- Description of the task
Scan the listing below for the string "pins" and copy each line where it turns up.

- Data extract
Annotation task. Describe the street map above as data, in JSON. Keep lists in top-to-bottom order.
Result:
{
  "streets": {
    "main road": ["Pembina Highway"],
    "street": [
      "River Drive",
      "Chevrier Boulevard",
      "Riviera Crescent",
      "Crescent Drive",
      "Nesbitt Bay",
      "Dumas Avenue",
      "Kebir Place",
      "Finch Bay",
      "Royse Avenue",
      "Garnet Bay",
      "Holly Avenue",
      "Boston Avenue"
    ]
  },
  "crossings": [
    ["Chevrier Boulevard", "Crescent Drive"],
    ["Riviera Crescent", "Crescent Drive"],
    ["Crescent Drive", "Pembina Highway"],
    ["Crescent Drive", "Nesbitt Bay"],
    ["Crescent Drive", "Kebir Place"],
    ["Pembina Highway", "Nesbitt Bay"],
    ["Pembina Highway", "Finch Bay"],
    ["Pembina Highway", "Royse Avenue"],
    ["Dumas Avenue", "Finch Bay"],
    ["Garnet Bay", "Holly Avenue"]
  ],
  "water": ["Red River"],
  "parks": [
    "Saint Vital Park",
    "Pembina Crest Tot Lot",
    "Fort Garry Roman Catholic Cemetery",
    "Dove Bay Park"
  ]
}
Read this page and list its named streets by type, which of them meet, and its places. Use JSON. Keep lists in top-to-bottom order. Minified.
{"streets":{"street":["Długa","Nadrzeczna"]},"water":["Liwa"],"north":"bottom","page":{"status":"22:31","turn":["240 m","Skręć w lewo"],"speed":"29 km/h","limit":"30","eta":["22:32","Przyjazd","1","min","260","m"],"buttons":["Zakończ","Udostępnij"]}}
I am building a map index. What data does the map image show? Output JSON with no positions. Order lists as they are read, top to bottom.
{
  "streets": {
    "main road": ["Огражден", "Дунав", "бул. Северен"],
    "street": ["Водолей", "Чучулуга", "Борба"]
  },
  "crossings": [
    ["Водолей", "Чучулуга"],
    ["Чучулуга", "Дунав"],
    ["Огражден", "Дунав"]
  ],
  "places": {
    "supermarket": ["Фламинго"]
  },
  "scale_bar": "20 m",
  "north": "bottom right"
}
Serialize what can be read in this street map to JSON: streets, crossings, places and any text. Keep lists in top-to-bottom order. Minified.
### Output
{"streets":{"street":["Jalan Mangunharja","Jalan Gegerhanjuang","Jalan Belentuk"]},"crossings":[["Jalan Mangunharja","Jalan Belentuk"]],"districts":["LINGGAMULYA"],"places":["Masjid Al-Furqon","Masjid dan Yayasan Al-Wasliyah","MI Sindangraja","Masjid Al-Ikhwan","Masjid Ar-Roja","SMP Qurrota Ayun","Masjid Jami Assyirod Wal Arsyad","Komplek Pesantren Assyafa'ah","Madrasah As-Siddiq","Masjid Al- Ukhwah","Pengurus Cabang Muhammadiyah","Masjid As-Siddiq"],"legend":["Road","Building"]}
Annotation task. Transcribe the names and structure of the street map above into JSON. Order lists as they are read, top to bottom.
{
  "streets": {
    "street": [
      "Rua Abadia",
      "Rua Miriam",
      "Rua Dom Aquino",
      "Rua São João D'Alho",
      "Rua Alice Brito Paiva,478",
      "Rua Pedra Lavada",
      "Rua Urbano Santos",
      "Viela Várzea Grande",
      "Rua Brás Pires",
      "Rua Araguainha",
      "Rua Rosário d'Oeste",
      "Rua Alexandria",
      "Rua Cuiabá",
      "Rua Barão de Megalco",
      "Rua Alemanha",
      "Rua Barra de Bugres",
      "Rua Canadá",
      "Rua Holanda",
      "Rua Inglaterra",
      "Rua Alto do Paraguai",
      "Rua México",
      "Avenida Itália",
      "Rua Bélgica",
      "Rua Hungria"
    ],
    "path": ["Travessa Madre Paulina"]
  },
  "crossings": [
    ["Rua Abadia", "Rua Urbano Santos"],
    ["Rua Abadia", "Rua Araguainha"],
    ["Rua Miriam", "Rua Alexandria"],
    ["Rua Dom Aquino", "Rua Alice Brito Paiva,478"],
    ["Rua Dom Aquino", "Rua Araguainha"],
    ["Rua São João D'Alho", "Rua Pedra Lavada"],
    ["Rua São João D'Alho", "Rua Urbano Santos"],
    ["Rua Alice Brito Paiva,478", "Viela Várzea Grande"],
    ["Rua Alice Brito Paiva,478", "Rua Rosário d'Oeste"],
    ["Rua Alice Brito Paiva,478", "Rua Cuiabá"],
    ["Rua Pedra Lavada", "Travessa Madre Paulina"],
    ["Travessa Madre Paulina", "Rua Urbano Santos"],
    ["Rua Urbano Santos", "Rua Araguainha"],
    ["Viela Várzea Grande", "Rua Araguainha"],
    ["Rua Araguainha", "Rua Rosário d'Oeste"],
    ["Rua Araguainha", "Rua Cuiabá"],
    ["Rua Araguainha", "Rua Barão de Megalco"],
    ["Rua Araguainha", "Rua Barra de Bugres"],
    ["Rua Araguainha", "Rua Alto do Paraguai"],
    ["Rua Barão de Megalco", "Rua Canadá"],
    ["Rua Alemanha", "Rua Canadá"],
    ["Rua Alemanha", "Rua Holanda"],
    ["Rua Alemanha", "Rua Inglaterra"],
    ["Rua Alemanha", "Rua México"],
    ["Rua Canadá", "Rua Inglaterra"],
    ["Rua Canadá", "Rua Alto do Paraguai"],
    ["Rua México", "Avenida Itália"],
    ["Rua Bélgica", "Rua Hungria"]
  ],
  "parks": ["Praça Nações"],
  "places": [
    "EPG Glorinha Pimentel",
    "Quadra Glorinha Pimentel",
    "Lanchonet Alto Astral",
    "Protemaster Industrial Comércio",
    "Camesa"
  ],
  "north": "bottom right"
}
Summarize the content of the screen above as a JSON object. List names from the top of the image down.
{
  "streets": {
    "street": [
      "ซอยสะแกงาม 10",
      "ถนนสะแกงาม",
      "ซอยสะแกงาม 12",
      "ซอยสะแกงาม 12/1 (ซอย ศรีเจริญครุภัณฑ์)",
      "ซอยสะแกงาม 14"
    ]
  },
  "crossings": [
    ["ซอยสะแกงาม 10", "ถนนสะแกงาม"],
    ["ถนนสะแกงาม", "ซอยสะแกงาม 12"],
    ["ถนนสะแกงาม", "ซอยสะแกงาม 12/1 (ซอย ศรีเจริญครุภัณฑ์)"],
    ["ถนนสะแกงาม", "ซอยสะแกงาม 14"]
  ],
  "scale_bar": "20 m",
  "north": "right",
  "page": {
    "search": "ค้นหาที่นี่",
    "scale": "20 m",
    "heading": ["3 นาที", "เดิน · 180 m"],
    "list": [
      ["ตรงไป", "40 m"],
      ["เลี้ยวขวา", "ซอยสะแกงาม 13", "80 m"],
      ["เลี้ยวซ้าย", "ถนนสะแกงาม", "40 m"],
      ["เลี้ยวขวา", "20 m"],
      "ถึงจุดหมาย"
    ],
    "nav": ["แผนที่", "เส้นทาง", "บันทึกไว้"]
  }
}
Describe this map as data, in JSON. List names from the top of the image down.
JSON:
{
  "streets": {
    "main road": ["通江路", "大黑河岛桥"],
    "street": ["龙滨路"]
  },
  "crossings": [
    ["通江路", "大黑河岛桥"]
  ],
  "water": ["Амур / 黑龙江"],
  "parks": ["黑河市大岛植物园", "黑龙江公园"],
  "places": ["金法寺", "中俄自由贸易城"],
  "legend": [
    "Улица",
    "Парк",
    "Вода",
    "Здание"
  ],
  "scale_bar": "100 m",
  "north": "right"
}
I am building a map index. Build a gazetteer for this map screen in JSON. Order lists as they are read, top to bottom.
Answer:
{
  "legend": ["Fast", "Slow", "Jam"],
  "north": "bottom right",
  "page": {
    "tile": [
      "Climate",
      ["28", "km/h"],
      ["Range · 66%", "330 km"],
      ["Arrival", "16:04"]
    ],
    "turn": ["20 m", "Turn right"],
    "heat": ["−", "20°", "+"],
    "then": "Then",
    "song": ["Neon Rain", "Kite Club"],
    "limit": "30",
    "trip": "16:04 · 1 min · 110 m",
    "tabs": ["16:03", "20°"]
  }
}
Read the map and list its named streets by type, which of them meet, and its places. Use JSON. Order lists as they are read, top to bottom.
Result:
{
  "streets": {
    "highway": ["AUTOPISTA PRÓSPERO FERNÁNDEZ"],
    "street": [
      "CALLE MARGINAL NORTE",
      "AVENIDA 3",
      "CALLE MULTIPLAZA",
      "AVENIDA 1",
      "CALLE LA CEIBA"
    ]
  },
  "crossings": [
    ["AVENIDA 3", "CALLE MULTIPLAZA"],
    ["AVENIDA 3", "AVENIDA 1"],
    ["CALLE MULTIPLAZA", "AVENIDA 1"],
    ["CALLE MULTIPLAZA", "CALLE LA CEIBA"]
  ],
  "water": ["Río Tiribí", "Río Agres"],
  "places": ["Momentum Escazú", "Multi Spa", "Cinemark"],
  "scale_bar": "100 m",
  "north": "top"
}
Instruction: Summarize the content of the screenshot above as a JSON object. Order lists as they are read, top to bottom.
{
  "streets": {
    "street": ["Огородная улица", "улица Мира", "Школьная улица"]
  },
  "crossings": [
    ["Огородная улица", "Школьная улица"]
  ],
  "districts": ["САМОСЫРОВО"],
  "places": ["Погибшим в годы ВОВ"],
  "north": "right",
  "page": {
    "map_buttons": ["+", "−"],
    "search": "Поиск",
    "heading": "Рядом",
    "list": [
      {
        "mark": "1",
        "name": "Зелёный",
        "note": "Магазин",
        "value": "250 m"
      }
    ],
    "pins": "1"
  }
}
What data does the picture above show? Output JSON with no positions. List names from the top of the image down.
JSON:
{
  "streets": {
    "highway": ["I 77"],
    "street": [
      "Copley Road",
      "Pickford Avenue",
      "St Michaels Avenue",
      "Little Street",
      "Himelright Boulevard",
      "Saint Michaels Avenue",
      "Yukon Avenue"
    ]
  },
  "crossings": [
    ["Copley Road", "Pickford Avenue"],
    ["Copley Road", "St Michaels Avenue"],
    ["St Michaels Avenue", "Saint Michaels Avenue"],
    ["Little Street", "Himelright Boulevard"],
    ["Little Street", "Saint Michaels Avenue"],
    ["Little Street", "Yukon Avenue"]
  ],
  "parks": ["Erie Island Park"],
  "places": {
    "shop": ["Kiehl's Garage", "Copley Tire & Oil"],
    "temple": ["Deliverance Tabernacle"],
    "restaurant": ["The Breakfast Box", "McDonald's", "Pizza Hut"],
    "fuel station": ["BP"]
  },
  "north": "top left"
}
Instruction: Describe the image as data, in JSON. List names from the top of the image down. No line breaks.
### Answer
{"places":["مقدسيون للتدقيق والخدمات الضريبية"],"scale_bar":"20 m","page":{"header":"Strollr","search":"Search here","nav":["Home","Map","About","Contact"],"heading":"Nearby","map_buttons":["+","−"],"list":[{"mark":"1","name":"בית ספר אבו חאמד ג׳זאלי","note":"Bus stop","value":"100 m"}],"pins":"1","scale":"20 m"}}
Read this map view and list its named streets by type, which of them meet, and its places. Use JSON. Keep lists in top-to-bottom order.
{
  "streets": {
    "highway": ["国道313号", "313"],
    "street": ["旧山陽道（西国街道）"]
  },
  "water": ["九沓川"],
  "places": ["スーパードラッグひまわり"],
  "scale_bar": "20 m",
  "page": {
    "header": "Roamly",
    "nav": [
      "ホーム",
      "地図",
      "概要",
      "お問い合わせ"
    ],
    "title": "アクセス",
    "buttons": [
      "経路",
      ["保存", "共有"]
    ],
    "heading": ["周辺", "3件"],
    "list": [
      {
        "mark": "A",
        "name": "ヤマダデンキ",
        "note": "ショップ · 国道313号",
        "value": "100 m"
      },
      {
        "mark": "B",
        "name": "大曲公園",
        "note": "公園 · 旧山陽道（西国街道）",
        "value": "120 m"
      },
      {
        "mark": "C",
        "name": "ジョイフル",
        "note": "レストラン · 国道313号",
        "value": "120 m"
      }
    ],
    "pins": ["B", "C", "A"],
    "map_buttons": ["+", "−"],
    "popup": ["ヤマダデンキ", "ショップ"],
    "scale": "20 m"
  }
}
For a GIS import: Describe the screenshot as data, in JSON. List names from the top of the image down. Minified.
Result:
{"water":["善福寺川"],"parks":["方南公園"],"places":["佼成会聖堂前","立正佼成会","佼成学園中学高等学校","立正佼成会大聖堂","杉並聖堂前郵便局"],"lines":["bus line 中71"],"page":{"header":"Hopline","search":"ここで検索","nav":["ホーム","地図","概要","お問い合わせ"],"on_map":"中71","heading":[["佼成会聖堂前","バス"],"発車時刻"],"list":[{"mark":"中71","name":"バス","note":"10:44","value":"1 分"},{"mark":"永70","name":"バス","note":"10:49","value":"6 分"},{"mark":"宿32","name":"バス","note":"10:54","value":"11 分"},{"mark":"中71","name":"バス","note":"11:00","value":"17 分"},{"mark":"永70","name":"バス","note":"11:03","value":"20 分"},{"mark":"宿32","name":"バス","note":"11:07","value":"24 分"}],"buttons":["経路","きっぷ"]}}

- Output of the task
    "pins": "1"
{"places":["مقدسيون للتدقيق والخدمات الضريبية"],"scale_bar":"20 m","page":{"header":"Strollr","search":"Search here","nav":["Home","Map","About","Contact"],"heading":"Nearby","map_buttons":["+","−"],"list":[{"mark":"1","name":"בית ספר אבו חאמד ג׳זאלי","note":"Bus stop","value":"100 m"}],"pins":"1","scale":"20 m"}}
    "pins": ["B", "C", "A"],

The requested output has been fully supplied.